Problem description: Produce a verbatim copy of the following records, leaving out all pictures.

(Collected data)
_ _ _ _ _ _ _
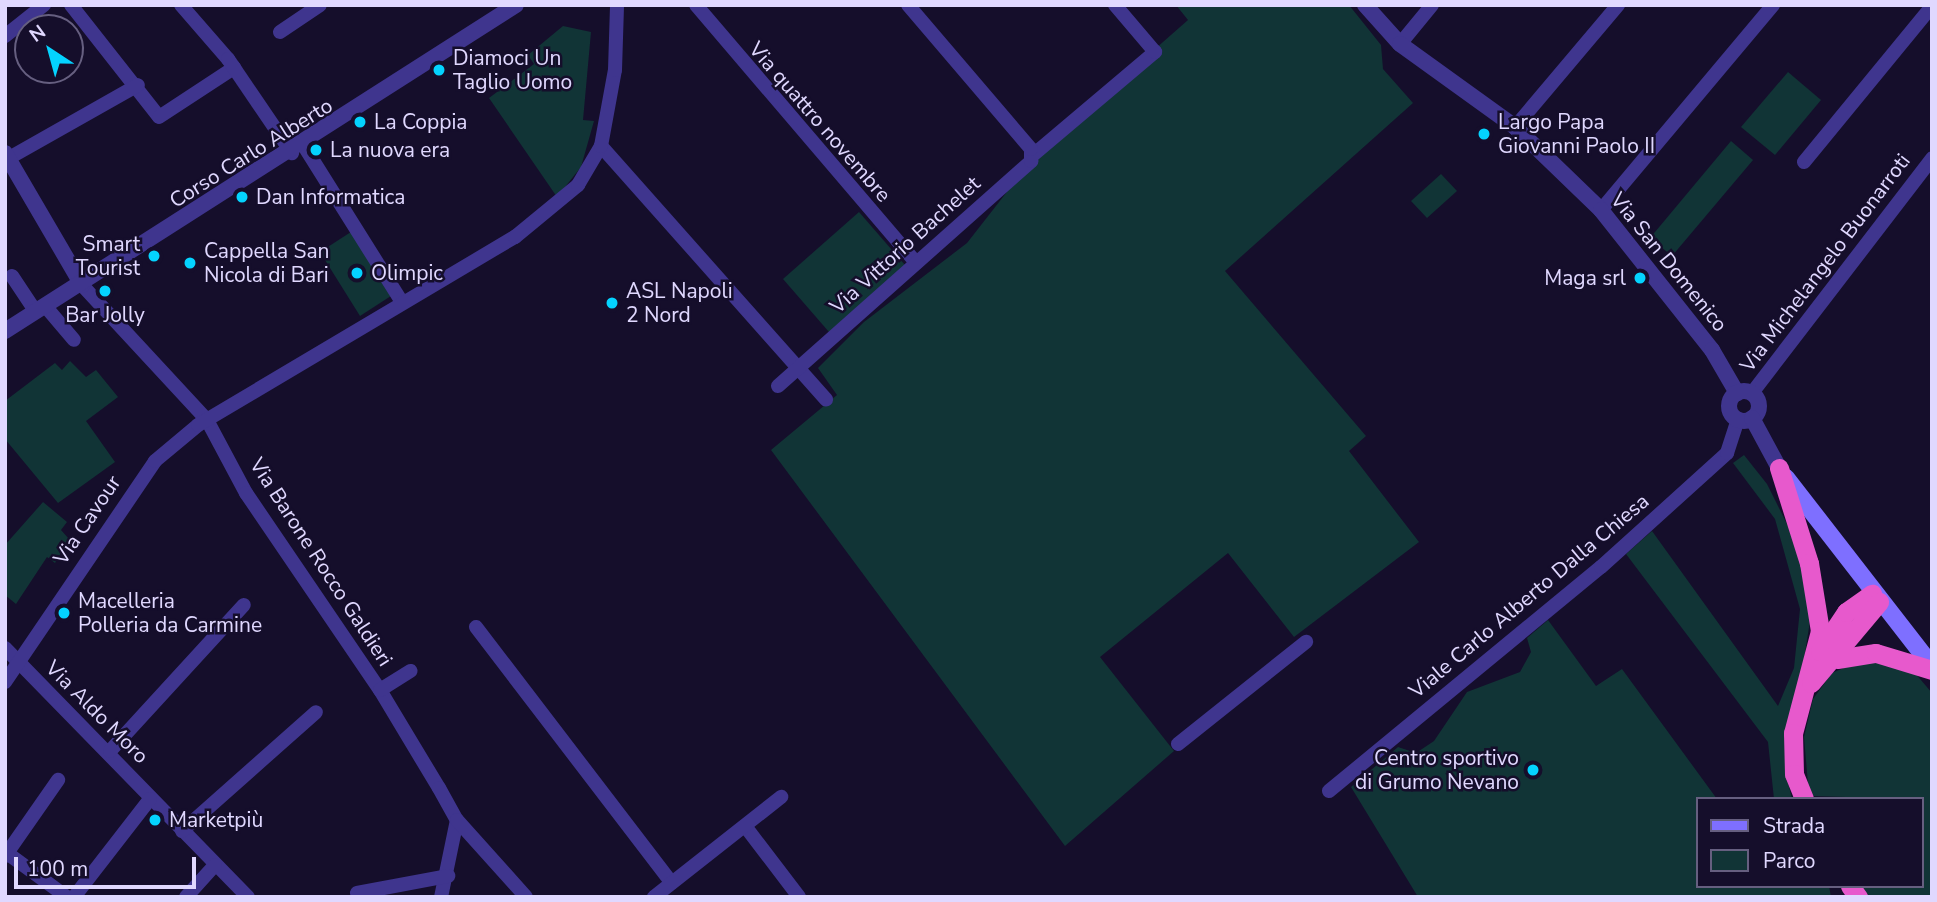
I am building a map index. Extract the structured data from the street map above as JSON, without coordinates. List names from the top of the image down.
{
  "streets": {
    "street": [
      "Via quattro novembre",
      "Corso Carlo Alberto",
      "Via Vittorio Bachelet",
      "Via San Domenico",
      "Via Michelangelo Buonarroti",
      "Via Cavour",
      "Via Barone Rocco Galdieri",
      "Viale Carlo Alberto Dalla Chiesa",
      "Via Aldo Moro"
    ]
  },
  "crossings": [
    ["Via quattro novembre", "Via Vittorio Bachelet"],
    ["Corso Carlo Alberto", "Via Barone Rocco Galdieri"],
    ["Via San Domenico", "Via Michelangelo Buonarroti"],
    ["Via Cavour", "Via Barone Rocco Galdieri"],
    ["Via Cavour", "Via Aldo Moro"]
  ],
  "places": [
    "Diamoci Un Taglio Uomo",
    "La Coppia",
    "Largo Papa Giovanni Paolo II",
    "La nuova era",
    "Dan Informatica",
    "Smart Tourist",
    "Cappella San Nicola di Bari",
    "Olimpic",
    "Maga srl",
    "Bar Jolly",
    "ASL Napoli 2 Nord",
    "Macelleria Polleria da Carmine",
    "Centro sportivo di Grumo Nevano",
    "Marketpiù"
  ],
  "legend": ["Strada", "Parco"],
  "scale_bar": "100 m",
  "north": "top left"
}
_ _ _ _ _ _ _
Exercise solution:
I am building a map index. Extract the structured data from the street map above as JSON, without coordinates. List names from the top of the image down.
{
  "streets": {
    "street": [
      "Via quattro novembre",
      "Corso Carlo Alberto",
      "Via Vittorio Bachelet",
      "Via San Domenico",
      "Via Michelangelo Buonarroti",
      "Via Cavour",
      "Via Barone Rocco Galdieri",
      "Viale Carlo Alberto Dalla Chiesa",
      "Via Aldo Moro"
    ]
  },
  "crossings": [
    ["Via quattro novembre", "Via Vittorio Bachelet"],
    ["Corso Carlo Alberto", "Via Barone Rocco Galdieri"],
    ["Via San Domenico", "Via Michelangelo Buonarroti"],
    ["Via Cavour", "Via Barone Rocco Galdieri"],
    ["Via Cavour", "Via Aldo Moro"]
  ],
  "places": [
    "Diamoci Un Taglio Uomo",
    "La Coppia",
    "Largo Papa Giovanni Paolo II",
    "La nuova era",
    "Dan Informatica",
    "Smart Tourist",
    "Cappella San Nicola di Bari",
    "Olimpic",
    "Maga srl",
    "Bar Jolly",
    "ASL Napoli 2 Nord",
    "Macelleria Polleria da Carmine",
    "Centro sportivo di Grumo Nevano",
    "Marketpiù"
  ],
  "legend": ["Strada", "Parco"],
  "scale_bar": "100 m",
  "north": "top left"
}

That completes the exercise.